Não se pode fazer uma nítida divisão dos homens em bons e maus. Infelizmente a nossa curta visão não permite avistar um germe do mal naqueles que são chamados de bons, e um germe de bem, naqueles que são chamados de maus, Essa curta visão depende de quanto o nosso intelecto não está iluminado de amor. Basta tratar o delinquente, antes que uma fera, como um homem, para descobrir nele a vaga chamazinha de pavio fumegante, que a pena, ao invés de apagar, deveria reavivar.

A prisão mesmo que seja legal, ela nunca deixa de ser vexatória e humilhante, e ainda mais quando se faz o uso das algemas de forma autoritária e desumana.
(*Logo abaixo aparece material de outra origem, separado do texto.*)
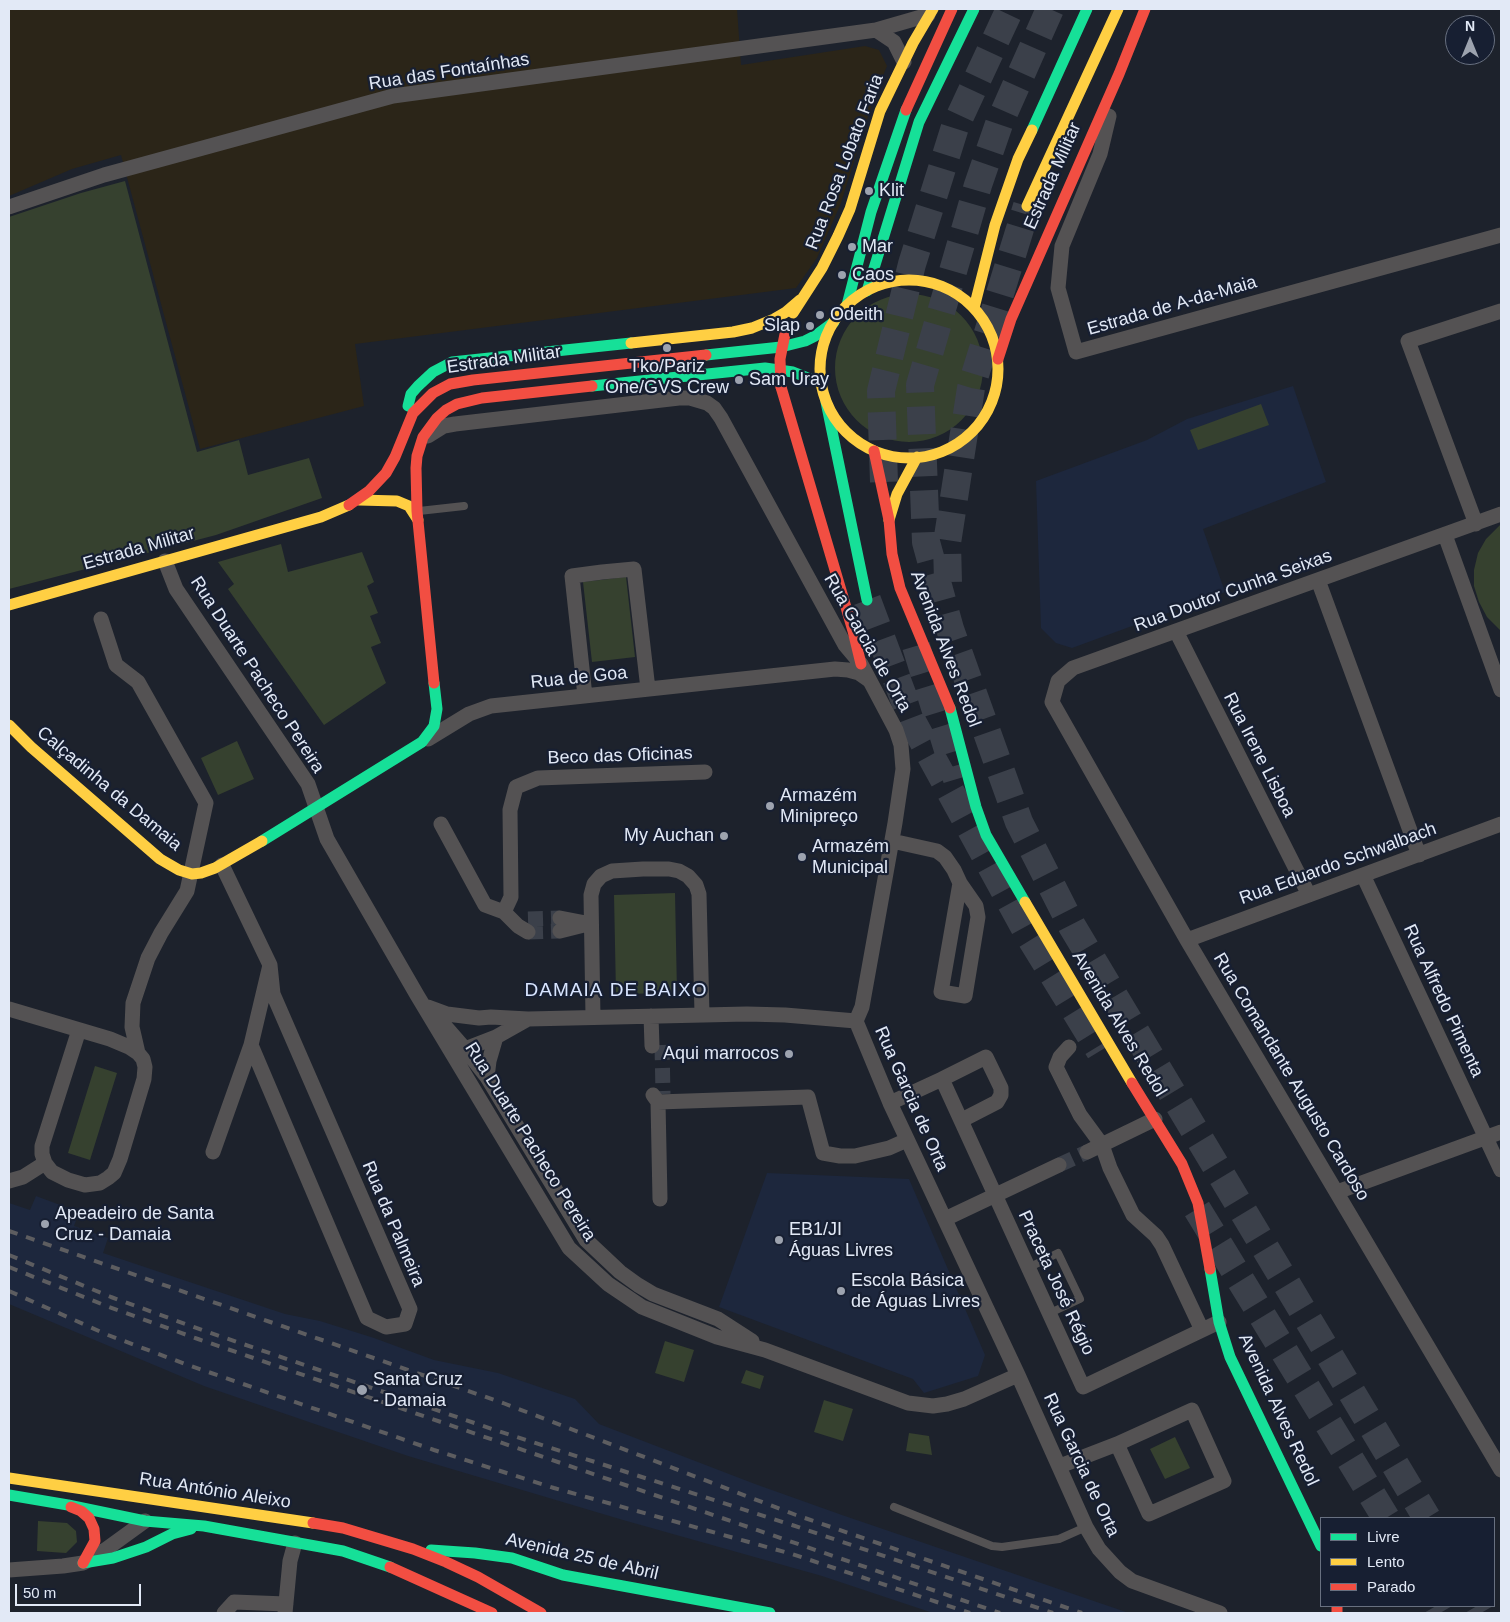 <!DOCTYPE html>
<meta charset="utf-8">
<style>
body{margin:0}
#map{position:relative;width:1510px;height:1622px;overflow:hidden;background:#1d222c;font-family:Arial,sans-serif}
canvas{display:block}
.frame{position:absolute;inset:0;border:10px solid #e2e9f6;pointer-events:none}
.legend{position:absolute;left:1320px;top:1517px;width:175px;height:90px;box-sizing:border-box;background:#171f32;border:1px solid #687080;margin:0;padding:6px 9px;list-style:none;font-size:15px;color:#e2e9f6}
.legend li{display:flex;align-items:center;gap:10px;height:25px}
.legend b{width:25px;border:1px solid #687080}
.north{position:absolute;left:1445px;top:15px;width:50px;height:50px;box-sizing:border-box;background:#171f32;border:1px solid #687080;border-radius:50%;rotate:0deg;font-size:14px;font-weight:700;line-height:20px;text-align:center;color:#e2e9f6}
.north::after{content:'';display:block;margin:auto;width:18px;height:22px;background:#9da3af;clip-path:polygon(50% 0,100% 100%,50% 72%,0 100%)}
.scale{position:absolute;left:15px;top:1584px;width:126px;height:22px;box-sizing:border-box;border:2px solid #e2e9f6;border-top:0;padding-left:6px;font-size:15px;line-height:18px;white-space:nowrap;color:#e2e9f6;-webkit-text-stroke:4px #171f32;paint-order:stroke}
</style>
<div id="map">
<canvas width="1510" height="1622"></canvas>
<div class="frame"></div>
<ul class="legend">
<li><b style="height:6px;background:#16e098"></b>Livre</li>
<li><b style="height:6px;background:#ffcf43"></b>Lento</li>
<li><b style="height:6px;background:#f24e42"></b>Parado</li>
</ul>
<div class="north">N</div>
<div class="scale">50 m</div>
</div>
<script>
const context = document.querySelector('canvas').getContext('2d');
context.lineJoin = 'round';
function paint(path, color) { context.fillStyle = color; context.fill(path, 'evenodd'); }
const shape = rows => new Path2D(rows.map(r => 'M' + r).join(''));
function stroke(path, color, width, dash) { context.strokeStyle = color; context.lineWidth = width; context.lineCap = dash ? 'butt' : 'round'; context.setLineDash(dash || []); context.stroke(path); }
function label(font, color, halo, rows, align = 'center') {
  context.font = font + ' Arial,sans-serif'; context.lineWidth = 4.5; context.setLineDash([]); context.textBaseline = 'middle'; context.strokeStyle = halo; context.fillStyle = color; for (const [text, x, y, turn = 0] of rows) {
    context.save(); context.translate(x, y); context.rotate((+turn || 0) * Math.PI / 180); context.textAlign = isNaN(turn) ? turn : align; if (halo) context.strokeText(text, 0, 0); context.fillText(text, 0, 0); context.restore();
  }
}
paint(shape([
 [9,9,737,9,741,65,865,46,879,50,887,66,874,97,841,203,817,258,796,288,355,344,364,406,200,449,121,155,72,169,9,196]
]), '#2b2518');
paint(shape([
 [1293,386,1326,482,1203,529,1225,592,1072,648,1056,643,1041,628,1036,481,1147,440,1187,419],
 [767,1173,909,1179,985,1355,978,1376,924,1393,913,1379,719,1307],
 [36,1196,79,1212,74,1226,108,1238,103,1253,285,1314,320,1321,374,1338,434,1360,498,1373,575,1399,599,1424,755,1484,842,1515,1129,1613,933,1613,822,1576,623,1520,408,1456,204,1386,9,1304,9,1203,30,1210]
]), '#1d273d');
paint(shape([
 [125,181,197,452,239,440,248,475,309,458,322,498,216,535,9,589,9,217,81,193],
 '835 368a74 74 0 1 1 148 0a74 74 0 1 1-148 0Z',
 [1261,404,1269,425,1198,450,1190,430],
 [1501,524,1501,631,1487,617,1479,602,1474,586,1474,570,1478,553,1486,539],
 [281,544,288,572,362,552,374,582,367,586,378,613,370,616,381,643,371,647,386,683,324,725,228,589,234,584,218,562],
 [626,577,635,657,592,662,583,582],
 [237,741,254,779,218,795,201,758],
 [675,893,677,993,616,994,614,895],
 [95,1066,117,1073,90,1160,68,1153],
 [665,1341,694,1350,684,1382,655,1373],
 [746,1370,764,1376,760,1389,741,1383],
 [824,1400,853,1409,843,1441,814,1432],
 [909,1433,929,1436,932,1455,906,1451],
 [1175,1437,1190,1468,1165,1479,1150,1449],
 [38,1521,67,1523,76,1531,77,1542,66,1553,37,1551]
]), '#36412f');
stroke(shape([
 [528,919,560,918],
 [528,932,560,931],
 [662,1045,663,1094],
 [1059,1165,1087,1152]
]), '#3b404a', 15, [15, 8]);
stroke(shape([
 [1050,9,999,124,978,185,920,385,926,542,950,629,1019,822,1072,926,1427,1518],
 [884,482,881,391,912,264,955,127,1010,9],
 [948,582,947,543,971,388,1027,206],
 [867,600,913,723,1027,932,1100,1051],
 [916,646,957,779],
 [1197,1209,1386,1518],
 [1436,1606,1440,1613],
 [1477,1606,1481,1613]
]), '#3b404a', 28, [28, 14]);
stroke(shape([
 [419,511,464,506],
 [1028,1268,1058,1253,1080,1299,1050,1313],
 [894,1507,992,1546,1002,1547,1059,1539,1086,1527]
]), '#545253', 8);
stroke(shape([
 [876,30,894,42,904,62],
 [1109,116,1100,154,1062,246,1058,288,1076,352,1501,235],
 [9,207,104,175,393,96,876,30,928,15],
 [428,436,444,426,455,424,679,398,690,398,707,403,714,408,721,418,845,645,861,664,896,730,901,745,903,769,895,823,862,1007,856,1021,890,1103,1018,1375,1086,1527,1099,1549,1120,1572,1132,1581,1220,1613],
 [1501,514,1073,668,1058,681,1052,702,1187,940,1501,1470],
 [1476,524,1408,341,1501,311],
 [1445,535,1501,690],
 [165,561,176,589,308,784,327,839,417,995,569,1248,608,1284,642,1307,717,1337,765,1350,908,1403,933,1406,947,1404,964,1399,1018,1375],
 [1318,580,1419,855],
 [1176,631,1309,895],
 [585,696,572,576,602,572,634,569,648,689],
 [428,739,469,714,491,706,835,669,848,670,859,673,869,680],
 [441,824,485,905,504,912],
 [892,841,937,851,945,857,954,870,960,883,941,992,965,996,978,917,976,906,960,883],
 [222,865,270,965,251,1045,367,1318,386,1327,405,1324,410,1309,273,994,270,965],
 [1363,875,1501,1170],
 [560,918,591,924],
 [560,931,584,925],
 [528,932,518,926,504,912,511,897,510,810,516,787,538,778,705,772],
 [1187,940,1501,824],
 [428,1007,447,1014,479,1018,491,1017,528,1019,747,1014,785,1015,856,1021],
 [9,1009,110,1039,129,1047,138,1053],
 [651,1016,652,1046],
 [593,1017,591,895,594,884,601,876,612,871,643,869,669,869,679,871,688,876,696,885,699,894,702,1014],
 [444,1025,465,1049,487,1077,586,1240,620,1272,638,1285,653,1294,718,1319,752,1341],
 [79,1030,42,1146,42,1154,45,1163,52,1172,68,1180,85,1185,100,1183,108,1178,114,1173,120,1159,144,1079,145,1067,143,1059,138,1053,132,1027,133,1003,148,958,161,933,187,891,206,803,138,682,116,665,101,619],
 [1069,1047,1060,1057,1056,1067,1080,1115,1102,1145,1110,1168,1133,1215,1156,1236,1162,1245,1202,1330],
 [457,1049,465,1049,496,1037,528,1019],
 [487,1077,489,1061,496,1037],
 [653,1095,658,1102,660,1199],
 [658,1102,808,1097,823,1153,840,1156,855,1156,889,1148,907,1140],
 [890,1103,942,1079],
 [962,1120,997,1102,1001,1095,1001,1088,986,1057,942,1079,1083,1387,1219,1322],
 [213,1152,251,1045],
 [1087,1152,1155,1119],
 [9,1181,23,1177,45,1163],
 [1337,1192,1501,1132],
 [945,1219,1059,1165],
 [1060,1466,1117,1444,1192,1410,1224,1481,1149,1514,1117,1444],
 [9,1570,63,1566,83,1563,105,1550,145,1521],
 [224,1613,234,1602,286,1604],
 [285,1613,290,1561,295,1543]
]), '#545253', 15);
stroke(shape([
 [1032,130,1087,9],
 [867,291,919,122,974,9],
 [847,305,871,212,906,110],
 [706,355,781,347,805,341,815,336,834,322],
 [592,386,765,368,793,372,821,383],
 [826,402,867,600],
 [408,406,411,394,418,386,433,372,452,362,631,343],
 [950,708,976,807,986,835,1025,902],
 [262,841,422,742,434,726,437,709,434,683],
 [1210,1269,1219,1322,1230,1357,1321,1546],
 [9,1495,68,1505,145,1521,204,1526,343,1551,390,1567],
 [431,1550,475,1553,512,1558,563,1575,770,1613],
 [83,1563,113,1558,146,1547,172,1534,191,1529]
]), '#16e098', 11);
stroke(shape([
 [1027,206,1118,9],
 '820 369a89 89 0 1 1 178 0a89 89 0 1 1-178 0Z',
 [974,308,995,225,1018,159,1032,130],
 [793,313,822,268,838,236,850,209,880,111,913,43,933,9],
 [631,343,733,332,752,328,774,319,786,312,800,300],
 [359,500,397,501,409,506,418,520],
 [889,520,897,494,917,457],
 [9,605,321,517,349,505],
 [9,725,31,747,160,859,179,870,192,874,201,873,215,868,262,841],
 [1025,902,1132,1083],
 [9,1478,313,1523]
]), '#ffcf43', 11);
stroke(shape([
 [906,110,952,9],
 [998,359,1011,319,1119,74,1145,9],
 [781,387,853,631,861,664],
 [874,451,889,520,892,554,900,588,950,708],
 [349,505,369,491,386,473,395,457,413,413,433,393,450,384,473,380,706,355],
 [434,683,417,511,416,468,417,456,423,437,437,418,446,410,457,404,482,398,592,386],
 [1132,1083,1182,1164,1198,1203,1210,1269],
 [71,1507,81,1511,89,1518,94,1529,95,1541,83,1563],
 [313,1523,343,1528,413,1549,446,1562,478,1577,541,1613],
 [390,1567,492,1613],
 [1337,1606,1337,1613]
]), '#f24e42', 11);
stroke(shape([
 [9,1231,503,1403,796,1515,1082,1613],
 [9,1255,111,1297,202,1330,495,1430,792,1525,1053,1613],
 [9,1267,109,1307,198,1339,1000,1613],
 [9,1291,108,1335,188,1365,434,1450,554,1488,792,1554,970,1613]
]), '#5d5d60', 4, [9, 9]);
stroke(shape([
 [781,387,780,359,785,334]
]), '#f24e42', 11);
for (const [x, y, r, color] of [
 [869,191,5,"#9da3af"],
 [852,247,5,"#9da3af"],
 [842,275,5,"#9da3af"],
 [820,315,5,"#9da3af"],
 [810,326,5,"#9da3af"],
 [667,348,5,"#9da3af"],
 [739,380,5,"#9da3af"],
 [770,806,5,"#9da3af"],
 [724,836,5,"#9da3af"],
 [802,857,5,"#9da3af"],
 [789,1054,5,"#9da3af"],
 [45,1224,5,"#9da3af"],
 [779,1240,5,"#9da3af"],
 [841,1291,5,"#9da3af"],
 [362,1390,6,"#9da3af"]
]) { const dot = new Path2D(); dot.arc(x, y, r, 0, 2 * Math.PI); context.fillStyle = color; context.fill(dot); stroke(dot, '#171f32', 2); }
label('18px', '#e2e9f6', '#171f32', [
 ["Rua das Fontaínhas",449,72,-9],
 ["Rua Rosa Lobato Faria",845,162,-69],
 ["Estrada Militar",1053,176,-66],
 ["Estrada de A-da-Maia",1172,306,-16],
 ["Estrada Militar",504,360,-8],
 ["Estrada Militar",139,549,-16],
 ["Rua Doutor Cunha Seixas",1233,591,-20],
 ["Rua Garcia de Orta",867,643,60],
 ["Avenida Alves Redol",945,649,69],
 ["Rua Duarte Pacheco Pereira",257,675,57],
 ["Rua de Goa",579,678,-6],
 ["Rua Irene Lisboa",1259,755,63],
 ["Beco das Oficinas",620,756,-2],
 ["Calçadinha da Damaia",109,789,40],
 ["Rua Eduardo Schwalbach",1338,864,-20],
 ["Rua Alfredo Pimenta",1443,1001,65],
 ["Avenida Alves Redol",1119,1024,59],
 ["Rua Comandante Augusto Cardoso",1291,1077,59],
 ["Rua Garcia de Orta",911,1099,66],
 ["Rua Duarte Pacheco Pereira",530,1142,58],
 ["Rua da Palmeira",393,1224,67],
 ["Praceta José Régio",1056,1283,65],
 ["Avenida Alves Redol",1278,1410,65],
 ["Rua Garcia de Orta",1081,1465,65],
 ["Rua António Aleixo",215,1491,9],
 ["Avenida 25 de Abril",582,1557,13]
]);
label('18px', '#e2e9f6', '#171f32', [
 ["Klit",879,191],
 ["Mar",862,247],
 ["Caos",852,275],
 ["Odeith",830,315],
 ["Slap",800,326,"right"],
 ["Tko/Pariz",667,367,"center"],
 ["One/GVS Crew",667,388,"center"],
 ["Sam Uray",749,380],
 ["Armazém",780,796],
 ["Minipreço",780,817],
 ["My Auchan",714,836,"right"],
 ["Armazém",812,847],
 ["Municipal",812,868],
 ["Aqui marrocos",779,1054,"right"],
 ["Apeadeiro de Santa",55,1214],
 ["Cruz - Damaia",55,1235],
 ["EB1/JI",789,1230],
 ["Águas Livres",789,1251],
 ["Escola Básica",851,1281],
 ["de Águas Livres",851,1302],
 ["Santa Cruz",373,1380],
 ["- Damaia",373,1401]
], 'left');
context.letterSpacing = '1px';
label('19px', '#d8e5ff', '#171f32', [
 ["DAMAIA DE BAIXO",616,991]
]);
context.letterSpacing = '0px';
</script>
O uso das algemas traz ao ser humano uma carga muito negativa, por isso, a preocupação em se ter normatizado o seu uso, atendendo aos clamores da sociedade menos favorecida que de certa forma sãos tidos de forma errônea como os mais delinquentes e perigosos, um conceito que na realidade não é visto de forma correta.

O que não se deve esquecer é que o uso das algemas é uma exceção, e nunca deve ser vista como uma regra. Ela só pode ser usada nos casos específicos como bem asseverou a súmula 11 do STF, respeitando a dignidade da pessoa humana. Vale salientar também que o acusado não deve ser visto como delinquente e nem se deve usar da classe social para se fazer a justiça, pois o pobre, nem só de condições financeiras, mas bem como de outras pobrezas, antes de mais nada também é um ser humano. É o que Francesco Carnelutti quer dizer nessa passagem da sua obra “As Misérias do Processo Penal” onde afirma que existem aqueles que concebem o pobre com a figura do faminto, outros do vagabundo, outros do enfermo; para ele, o mais pobre de todos os pobres é o encarcerado.

Na ausência de normativa adequada, o que ocorria era na verdade uma busca de interpretação extensiva onde os tribunais pátrios exerciam papel fundamental na correta interpretação dos limites da utilização de algemas e quanto à proporcionalidade no seu manejo.


Considerações finais

Verifica-se neste trabalho de conclusão de curso que é possível mostrar a questão semelhante ao uso das algemas, consoante seu uso pelo abuso de poder e a violação ao princípio da dignidade da pessoa humana. Não se quis reprimir o uso das algemas, por que a mesma se torna necessária para o bom desempenho da atividade policial diante de certos infratores, que não satisfeitos com a prisão, agem de forma violenta.

O que aqui se quis evidenciar foi o mau uso das algemas que por muitos anos tem se passado sem regulamentação efetiva, pois era utilizada de forma arbitrária sem nenhum respeito ao princípio da dignidade da pessoa humana.

Os excessos por parte das autoridades policiais eram mais visíveis diante das camadas mais pobres da população. O uso indevido das algemas gera abuso de poder e cabe sanção àqueles que infringirem a lei. Hoje, depois da regulamentação específica dada através de uma sumula do STF se busca pela real efetividade do serviço por parte dos policias, e espera-se que o uso indevido das algemas seja punido como forma de atenuar essa barbárie e que se busque a efetividade da proteção da dignidade da pessoa humana, ora muito desvalorizada no mundo moderno.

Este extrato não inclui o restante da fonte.